Saved entries:
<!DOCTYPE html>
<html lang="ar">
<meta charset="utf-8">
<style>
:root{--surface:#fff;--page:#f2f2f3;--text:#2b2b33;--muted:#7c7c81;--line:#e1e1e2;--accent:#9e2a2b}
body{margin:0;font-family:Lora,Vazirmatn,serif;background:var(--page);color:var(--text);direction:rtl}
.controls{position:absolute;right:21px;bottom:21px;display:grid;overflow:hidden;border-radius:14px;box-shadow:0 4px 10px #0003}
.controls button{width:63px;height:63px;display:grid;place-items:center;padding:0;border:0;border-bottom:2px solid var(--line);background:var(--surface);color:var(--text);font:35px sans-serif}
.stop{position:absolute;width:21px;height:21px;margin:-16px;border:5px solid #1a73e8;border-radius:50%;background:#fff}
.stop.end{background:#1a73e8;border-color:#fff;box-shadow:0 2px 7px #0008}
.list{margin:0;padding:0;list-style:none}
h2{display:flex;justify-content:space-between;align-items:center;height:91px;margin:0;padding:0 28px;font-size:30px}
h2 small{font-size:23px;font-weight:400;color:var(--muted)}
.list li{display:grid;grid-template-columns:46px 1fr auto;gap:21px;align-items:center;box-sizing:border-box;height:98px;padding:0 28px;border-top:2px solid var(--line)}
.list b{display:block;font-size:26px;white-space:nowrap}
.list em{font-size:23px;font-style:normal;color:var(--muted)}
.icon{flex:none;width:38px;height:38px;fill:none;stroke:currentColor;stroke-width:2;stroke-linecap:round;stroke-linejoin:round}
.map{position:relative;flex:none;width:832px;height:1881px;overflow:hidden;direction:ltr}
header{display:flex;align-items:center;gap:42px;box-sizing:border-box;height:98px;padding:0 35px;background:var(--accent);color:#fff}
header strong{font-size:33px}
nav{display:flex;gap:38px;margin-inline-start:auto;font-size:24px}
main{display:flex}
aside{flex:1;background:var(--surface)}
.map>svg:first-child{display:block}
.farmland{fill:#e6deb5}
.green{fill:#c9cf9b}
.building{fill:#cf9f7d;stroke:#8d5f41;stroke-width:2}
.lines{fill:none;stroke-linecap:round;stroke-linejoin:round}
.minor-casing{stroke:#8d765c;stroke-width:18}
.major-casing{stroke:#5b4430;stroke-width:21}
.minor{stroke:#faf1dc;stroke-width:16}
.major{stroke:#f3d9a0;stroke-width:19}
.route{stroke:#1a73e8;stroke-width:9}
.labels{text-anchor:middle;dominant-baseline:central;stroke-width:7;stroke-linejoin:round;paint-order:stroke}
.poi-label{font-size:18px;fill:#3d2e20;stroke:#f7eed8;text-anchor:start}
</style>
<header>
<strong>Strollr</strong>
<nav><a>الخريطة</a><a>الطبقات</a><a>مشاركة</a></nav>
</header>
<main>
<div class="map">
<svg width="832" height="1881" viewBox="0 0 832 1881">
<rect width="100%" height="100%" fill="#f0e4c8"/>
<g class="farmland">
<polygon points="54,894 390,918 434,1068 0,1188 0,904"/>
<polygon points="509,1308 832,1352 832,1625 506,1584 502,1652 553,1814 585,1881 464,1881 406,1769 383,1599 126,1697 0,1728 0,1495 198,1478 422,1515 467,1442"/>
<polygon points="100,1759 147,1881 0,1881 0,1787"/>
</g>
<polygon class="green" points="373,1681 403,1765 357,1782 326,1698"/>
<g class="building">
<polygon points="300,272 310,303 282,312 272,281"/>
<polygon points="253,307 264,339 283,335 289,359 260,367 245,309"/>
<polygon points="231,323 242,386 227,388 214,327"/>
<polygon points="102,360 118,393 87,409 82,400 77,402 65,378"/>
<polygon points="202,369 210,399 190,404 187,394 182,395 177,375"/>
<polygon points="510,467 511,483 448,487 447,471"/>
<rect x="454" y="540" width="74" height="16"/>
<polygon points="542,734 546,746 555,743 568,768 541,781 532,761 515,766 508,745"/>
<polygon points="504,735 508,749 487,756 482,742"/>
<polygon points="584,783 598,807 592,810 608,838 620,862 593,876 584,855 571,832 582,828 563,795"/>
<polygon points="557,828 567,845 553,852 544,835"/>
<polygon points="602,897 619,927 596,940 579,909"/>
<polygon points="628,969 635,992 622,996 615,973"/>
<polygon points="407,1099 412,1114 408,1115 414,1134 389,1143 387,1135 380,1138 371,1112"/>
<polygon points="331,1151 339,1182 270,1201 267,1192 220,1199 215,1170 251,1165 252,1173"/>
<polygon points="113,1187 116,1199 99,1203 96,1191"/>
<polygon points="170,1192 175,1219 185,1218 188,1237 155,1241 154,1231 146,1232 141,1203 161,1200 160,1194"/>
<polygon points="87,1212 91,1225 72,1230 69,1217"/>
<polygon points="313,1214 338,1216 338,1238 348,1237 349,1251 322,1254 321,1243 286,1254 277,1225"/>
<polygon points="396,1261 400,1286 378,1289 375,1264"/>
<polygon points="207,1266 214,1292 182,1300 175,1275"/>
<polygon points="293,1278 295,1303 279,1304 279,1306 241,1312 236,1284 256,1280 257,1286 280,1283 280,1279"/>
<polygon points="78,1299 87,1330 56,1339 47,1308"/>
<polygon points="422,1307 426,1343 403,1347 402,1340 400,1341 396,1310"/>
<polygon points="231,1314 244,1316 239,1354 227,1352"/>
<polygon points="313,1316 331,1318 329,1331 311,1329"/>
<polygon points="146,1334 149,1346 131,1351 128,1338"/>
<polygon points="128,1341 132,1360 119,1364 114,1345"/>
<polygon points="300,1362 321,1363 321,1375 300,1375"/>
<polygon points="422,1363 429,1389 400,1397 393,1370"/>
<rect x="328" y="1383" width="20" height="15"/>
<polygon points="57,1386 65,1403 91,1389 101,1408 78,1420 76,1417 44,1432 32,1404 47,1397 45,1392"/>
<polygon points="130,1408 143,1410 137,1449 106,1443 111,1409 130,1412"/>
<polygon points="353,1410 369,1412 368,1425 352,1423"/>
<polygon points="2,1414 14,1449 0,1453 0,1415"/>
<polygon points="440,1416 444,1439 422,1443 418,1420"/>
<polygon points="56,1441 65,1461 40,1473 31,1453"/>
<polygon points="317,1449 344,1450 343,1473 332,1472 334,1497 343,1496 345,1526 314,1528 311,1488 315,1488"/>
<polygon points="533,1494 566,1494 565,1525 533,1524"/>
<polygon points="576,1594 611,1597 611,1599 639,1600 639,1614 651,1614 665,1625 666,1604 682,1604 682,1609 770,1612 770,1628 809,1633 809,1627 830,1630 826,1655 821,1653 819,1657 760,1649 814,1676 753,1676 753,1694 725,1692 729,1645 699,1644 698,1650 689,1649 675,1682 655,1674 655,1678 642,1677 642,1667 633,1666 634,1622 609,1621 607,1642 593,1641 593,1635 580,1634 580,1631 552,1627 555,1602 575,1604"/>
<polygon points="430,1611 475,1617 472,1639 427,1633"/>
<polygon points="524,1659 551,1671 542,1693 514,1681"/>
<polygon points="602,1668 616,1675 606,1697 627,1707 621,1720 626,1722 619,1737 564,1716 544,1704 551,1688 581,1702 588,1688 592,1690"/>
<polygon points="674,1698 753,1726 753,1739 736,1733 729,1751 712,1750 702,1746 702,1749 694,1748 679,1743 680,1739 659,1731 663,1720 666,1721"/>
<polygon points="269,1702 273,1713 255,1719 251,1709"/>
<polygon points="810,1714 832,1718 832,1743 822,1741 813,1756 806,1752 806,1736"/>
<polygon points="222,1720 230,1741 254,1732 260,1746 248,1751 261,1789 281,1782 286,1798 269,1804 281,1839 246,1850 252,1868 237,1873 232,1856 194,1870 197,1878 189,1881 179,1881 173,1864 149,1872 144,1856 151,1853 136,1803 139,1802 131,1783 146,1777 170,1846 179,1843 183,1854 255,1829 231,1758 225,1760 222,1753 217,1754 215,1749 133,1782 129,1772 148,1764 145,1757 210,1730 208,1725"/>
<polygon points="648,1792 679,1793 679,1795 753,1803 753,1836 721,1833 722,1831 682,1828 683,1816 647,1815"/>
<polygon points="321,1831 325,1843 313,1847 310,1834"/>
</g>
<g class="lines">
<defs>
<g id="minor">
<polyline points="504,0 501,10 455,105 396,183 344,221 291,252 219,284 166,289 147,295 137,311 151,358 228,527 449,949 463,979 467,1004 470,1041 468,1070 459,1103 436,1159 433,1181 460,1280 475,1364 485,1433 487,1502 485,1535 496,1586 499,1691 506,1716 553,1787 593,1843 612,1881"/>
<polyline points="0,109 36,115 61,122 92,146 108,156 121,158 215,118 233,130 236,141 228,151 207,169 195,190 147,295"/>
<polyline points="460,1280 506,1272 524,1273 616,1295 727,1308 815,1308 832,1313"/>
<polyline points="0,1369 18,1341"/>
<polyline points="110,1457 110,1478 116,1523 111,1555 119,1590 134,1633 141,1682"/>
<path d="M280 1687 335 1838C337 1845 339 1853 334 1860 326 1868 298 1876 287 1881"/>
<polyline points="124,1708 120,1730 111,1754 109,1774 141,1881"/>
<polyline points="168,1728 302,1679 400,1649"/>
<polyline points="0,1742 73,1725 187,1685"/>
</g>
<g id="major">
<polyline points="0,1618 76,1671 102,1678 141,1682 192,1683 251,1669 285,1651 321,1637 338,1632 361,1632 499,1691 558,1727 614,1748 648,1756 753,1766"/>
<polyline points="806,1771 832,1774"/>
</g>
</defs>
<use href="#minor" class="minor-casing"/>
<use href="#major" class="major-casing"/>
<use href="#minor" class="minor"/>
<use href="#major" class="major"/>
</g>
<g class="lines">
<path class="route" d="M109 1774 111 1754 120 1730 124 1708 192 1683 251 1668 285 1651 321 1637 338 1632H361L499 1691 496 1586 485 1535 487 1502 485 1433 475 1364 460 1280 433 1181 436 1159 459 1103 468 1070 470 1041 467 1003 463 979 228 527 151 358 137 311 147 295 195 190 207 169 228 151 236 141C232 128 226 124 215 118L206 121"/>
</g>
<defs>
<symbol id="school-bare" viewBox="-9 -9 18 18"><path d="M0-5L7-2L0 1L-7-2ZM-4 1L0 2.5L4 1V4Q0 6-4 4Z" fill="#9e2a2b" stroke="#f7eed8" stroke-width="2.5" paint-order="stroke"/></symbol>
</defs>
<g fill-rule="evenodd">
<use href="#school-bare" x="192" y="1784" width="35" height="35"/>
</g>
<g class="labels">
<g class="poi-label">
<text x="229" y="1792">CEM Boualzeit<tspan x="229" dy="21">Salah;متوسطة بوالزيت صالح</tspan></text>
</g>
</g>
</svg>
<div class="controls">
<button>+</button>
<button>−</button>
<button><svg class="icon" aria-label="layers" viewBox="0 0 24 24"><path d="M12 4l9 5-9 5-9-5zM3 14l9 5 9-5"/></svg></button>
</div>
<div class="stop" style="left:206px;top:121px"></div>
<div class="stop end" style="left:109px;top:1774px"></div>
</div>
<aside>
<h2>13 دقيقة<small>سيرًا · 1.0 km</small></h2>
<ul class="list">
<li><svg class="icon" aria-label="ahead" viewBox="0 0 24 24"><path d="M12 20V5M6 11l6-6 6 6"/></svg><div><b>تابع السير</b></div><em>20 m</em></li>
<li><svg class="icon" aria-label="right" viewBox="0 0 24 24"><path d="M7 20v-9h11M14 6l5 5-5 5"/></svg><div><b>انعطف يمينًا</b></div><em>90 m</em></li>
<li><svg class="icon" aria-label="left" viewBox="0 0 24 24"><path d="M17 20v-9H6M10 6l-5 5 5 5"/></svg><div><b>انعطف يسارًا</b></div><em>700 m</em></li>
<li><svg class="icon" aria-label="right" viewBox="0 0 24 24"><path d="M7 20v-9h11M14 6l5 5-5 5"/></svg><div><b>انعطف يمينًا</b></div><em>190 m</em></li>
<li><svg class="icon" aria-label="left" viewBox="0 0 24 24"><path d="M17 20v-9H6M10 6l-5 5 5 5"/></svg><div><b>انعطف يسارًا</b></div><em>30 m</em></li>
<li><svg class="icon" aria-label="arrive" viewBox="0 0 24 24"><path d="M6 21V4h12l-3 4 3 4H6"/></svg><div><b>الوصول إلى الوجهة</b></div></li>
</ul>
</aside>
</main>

> ASSIGNED TASK: Bring together each line above where the string "auto" turns up.

> TASK SOLUTION:
.list li{display:grid;grid-template-columns:46px 1fr auto;gap:21px;align-items:center;box-sizing:border-box;height:98px;padding:0 28px;border-top:2px solid var(--line)}
nav{display:flex;gap:38px;margin-inline-start:auto;font-size:24px}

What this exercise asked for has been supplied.